"unread block data" on spark standalone job

2,479 views
Skip to first unread message

Tyson Hamilton

unread,
Dec 11, 2012, 10:42:46 AM12/11/12
to spark...@googlegroups.com
Hi,

I'm running a job using the a Hadoop InputFormat and newAPIHadoopRDD. This job involves using Hector (a Java api) to retrieve data from a Cassandra cluster. The job works well with Hadoop and I've had the job working in local mode with Spark, but when trying to run using a standalone master/slave on the same localhost I receive the following exception:

java.lang.IllegalStateException: unread block data
at java.io.ObjectInputStream$BlockDataInputStream.setBlockDataMode(ObjectInputStream.java:2376)
at java.io.ObjectInputStream.readObject0(ObjectInputStream.java:1360)
at java.io.ObjectInputStream.defaultReadFields(ObjectInputStream.java:1946)
at java.io.ObjectInputStream.readSerialData(ObjectInputStream.java:1870)
at java.io.ObjectInputStream.readOrdinaryObject(ObjectInputStream.java:1752)
at java.io.ObjectInputStream.readObject0(ObjectInputStream.java:1328)
at java.io.ObjectInputStream.readObject(ObjectInputStream.java:350)
at spark.JavaDeserializationStream.readObject(JavaSerializer.scala:23)
at spark.JavaSerializerInstance.deserialize(JavaSerializer.scala:45)
at spark.executor.Executor$TaskRunner.run(Executor.scala:73)
at java.util.concurrent.ThreadPoolExecutor$Worker.runTask(ThreadPoolExecutor.java:886)
at java.util.concurrent.ThreadPoolExecutor$Worker.run(ThreadPoolExecutor.java:908)
at java.lang.Thread.run(Thread.java:662)


Any ideas?

-Tyson

Tyson Hamilton

unread,
Dec 12, 2012, 3:35:02 PM12/12/12
to spark...@googlegroups.com
So I am not entirely sure why this error was happening, but clearly it involved the JavaSerializerInstance.

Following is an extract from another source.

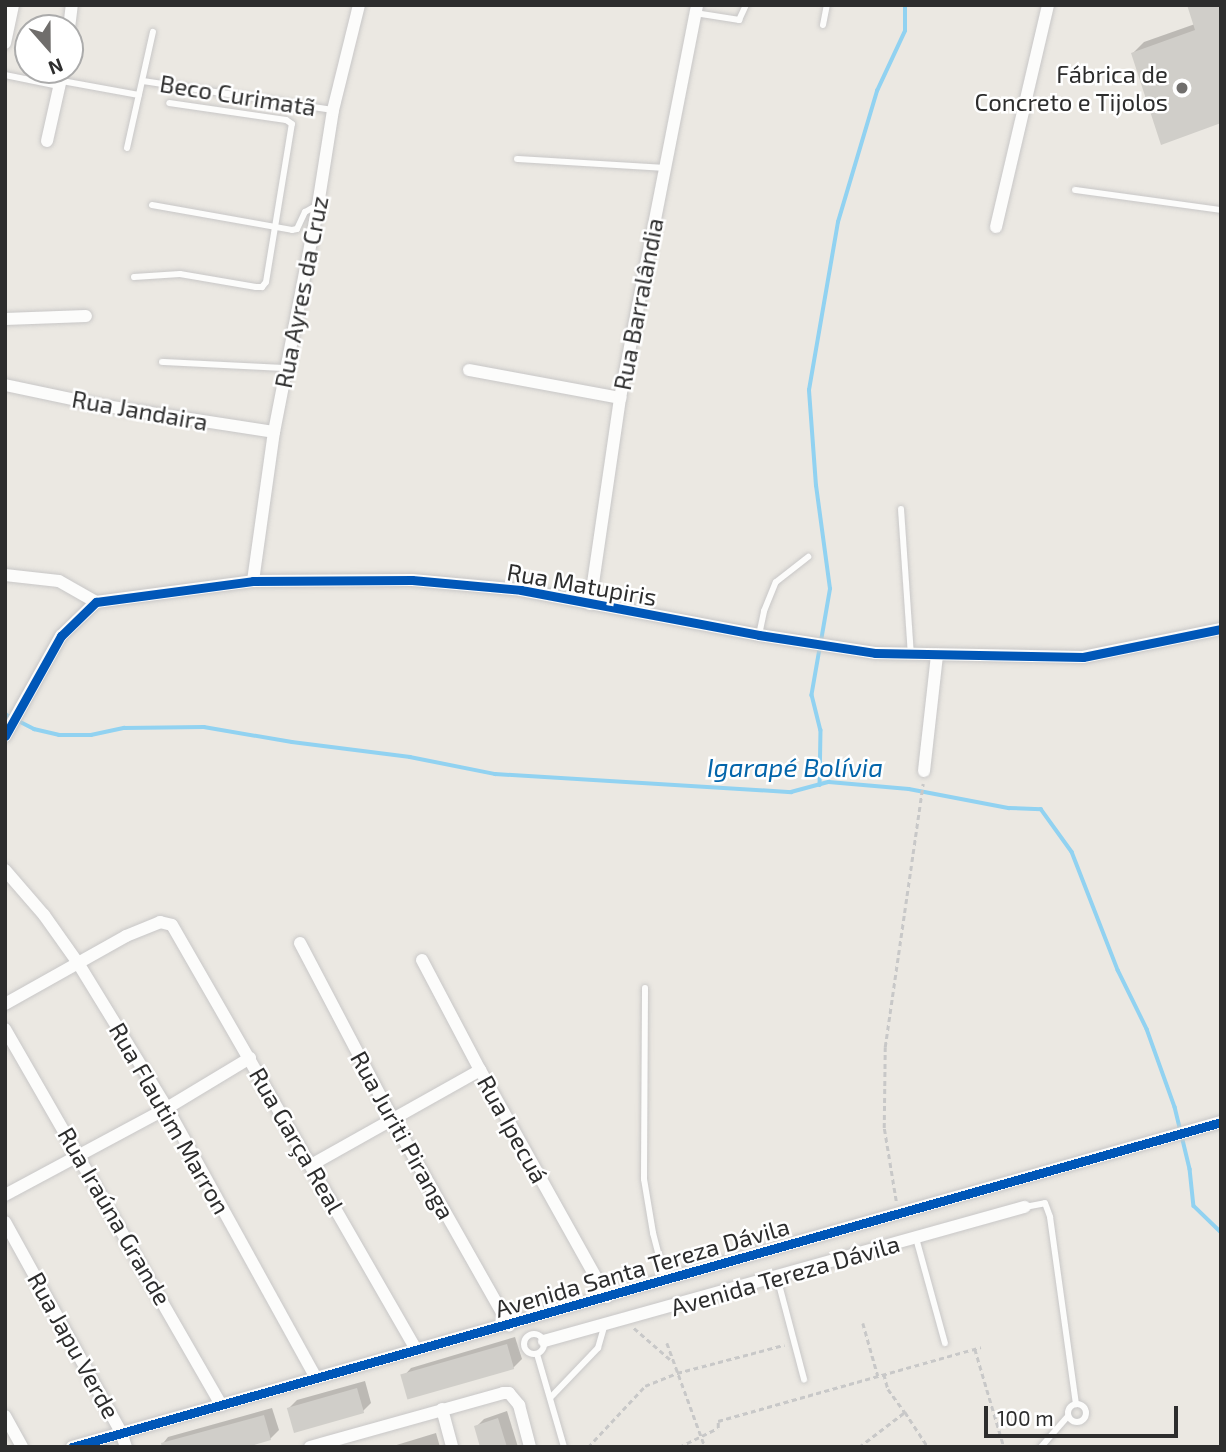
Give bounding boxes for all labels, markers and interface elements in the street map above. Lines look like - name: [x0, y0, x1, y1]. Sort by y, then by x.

If anyone else runs into a similar problem, I would suggest trying to switch to the KryoSerializer which is outlined in the configuration guide on the spark homepage:

System.setProperty("spark.serializer", "spark.KryoSerializer")
System.setProperty("spark.kryo.registrator", "mypackage.MyRegistrator")

This eliminated the exception and my job is running great. Also the KryoSerializer is much faster! Bonus!

-Tyson

moon soo Lee

unread,
Dec 13, 2012, 11:38:19 PM12/13/12
to spark...@googlegroups.com
Hi. 

i'm also trying to do the same thing.
i also set "spark.serializer", "spark.kryo.registrator" property before i create SparkContext.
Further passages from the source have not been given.